De acuerdo al informe, la mayor parte obedeció al incremento de las transferencias para el financiamiento de empresas públicas, fondos fiduciarios y del sector privado por más de 193.030 millones, arrojando una suba del 70% interanual. En particular, se evidenció un impulso más acelerado en las transferencias para gastos de capital con una suba de 86% en once meses.
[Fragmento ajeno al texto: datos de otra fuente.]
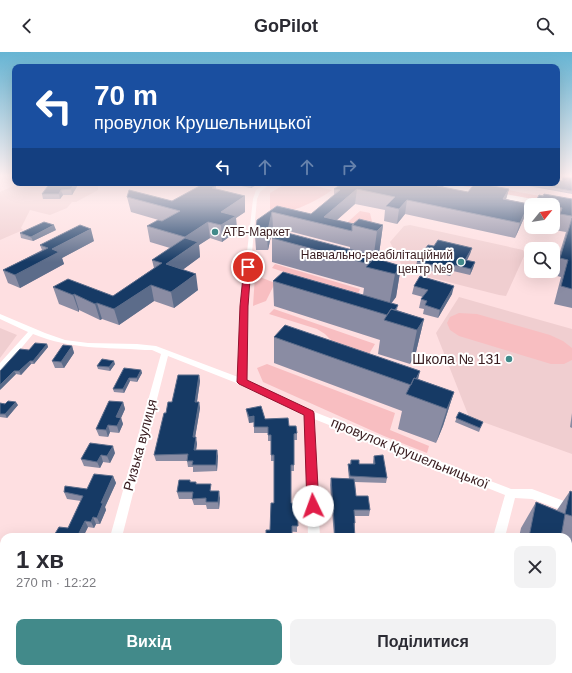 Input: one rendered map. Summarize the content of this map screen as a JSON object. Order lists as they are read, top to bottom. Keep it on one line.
{"streets":{"street":["Ризька вулиця","провулок Крушельницької"]},"crossings":[["Ризька вулиця","провулок Крушельницької"]],"places":["АТБ-Маркет","Навчально-реабілітаційний центр №9","Школа № 131"],"north":"top right","page":{"header":"GoPilot","turn":["70 m","провулок Крушельницької"],"heading":["1 хв","270 m · 12:22"],"buttons":["Вихід","Поділитися"]}} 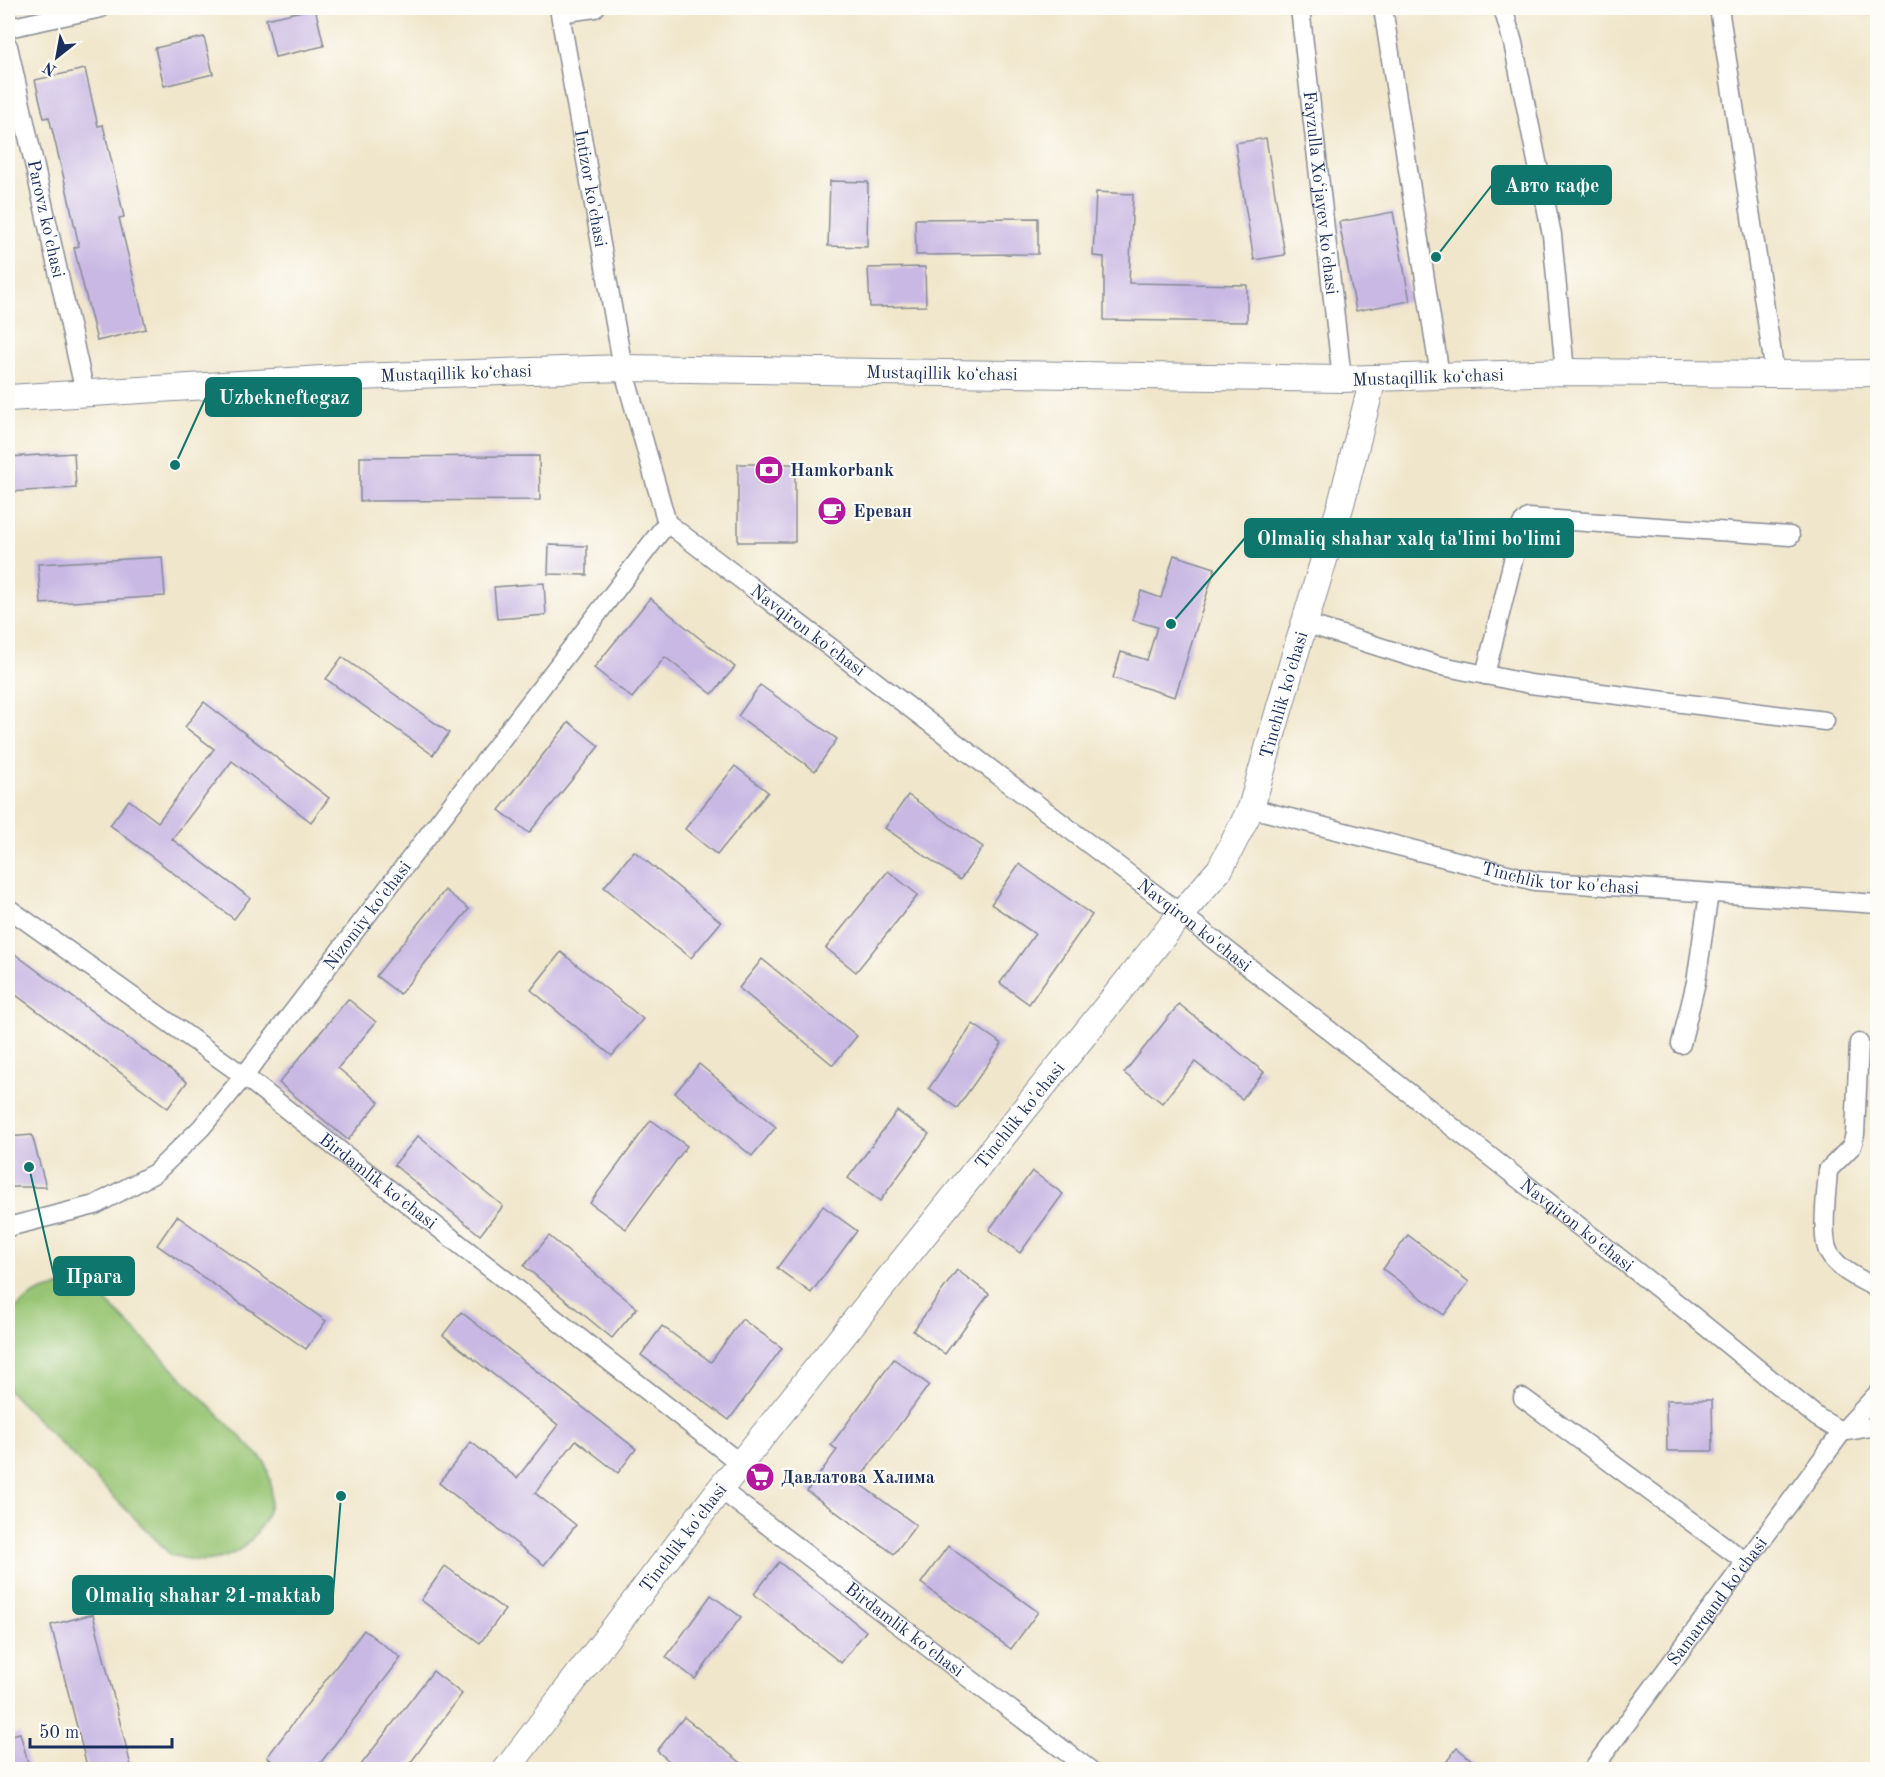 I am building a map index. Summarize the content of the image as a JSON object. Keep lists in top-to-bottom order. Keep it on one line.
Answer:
{"streets":{"main road":["Mustaqillik koʻchasi","Tinchlik ko'chasi"],"street":["Intizor ko'chasi","Fayzulla Xo‘jayev ko'chasi","Parovz ko'chasi","Navqiron ko'chasi","Tinchlik tor ko'chasi","Nizomiy ko'chasi","Birdamlik ko'chasi","Samarqand ko'chasi"]},"crossings":[["Intizor ko'chasi","Mustaqillik koʻchasi"],["Fayzulla Xo‘jayev ko'chasi","Mustaqillik koʻchasi"],["Parovz ko'chasi","Mustaqillik koʻchasi"],["Mustaqillik koʻchasi","Tinchlik ko'chasi"],["Navqiron ko'chasi","Tinchlik ko'chasi"],["Navqiron ko'chasi","Nizomiy ko'chasi"],["Navqiron ko'chasi","Samarqand ko'chasi"],["Tinchlik ko'chasi","Tinchlik tor ko'chasi"],["Tinchlik ko'chasi","Birdamlik ko'chasi"],["Nizomiy ko'chasi","Birdamlik ko'chasi"]],"places":{"other":["Авто кафе","Uzbekneftegaz","Olmaliq shahar xalq ta'limi bo'limi","Прага","Olmaliq shahar 21-maktab"],"bank":["Hamkorbank"],"cafe":["Ереван"],"supermarket":["Давлатова Халима"]},"scale_bar":"50 m","north":"bottom left"}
La mayor parte de los subsidios fueron destinados al sector energético, que recibió 113.000 millones, o un 75% más que en igual período de 2013, en tanto, cerca del 88% de los subsidios energéticos se concentraron en sólo dos empresas: Cammesa con $ 64.160 millones y Enarsa con $ 35.600 millones, que atienden las tarifas de energía en el área metropolitana y la compra de gas importado para abastecer el mercado interno.
También el apoyo al transporte superó el 53%, para atenuar la suba tarifaria y otros servicios públicos superados por la inflación y los costos laborales. Este panorama plantea un barril sin fondo que atenta contra todas las predicciones de crecimiento y de la esperada inversión para encauzar las variables de la economía.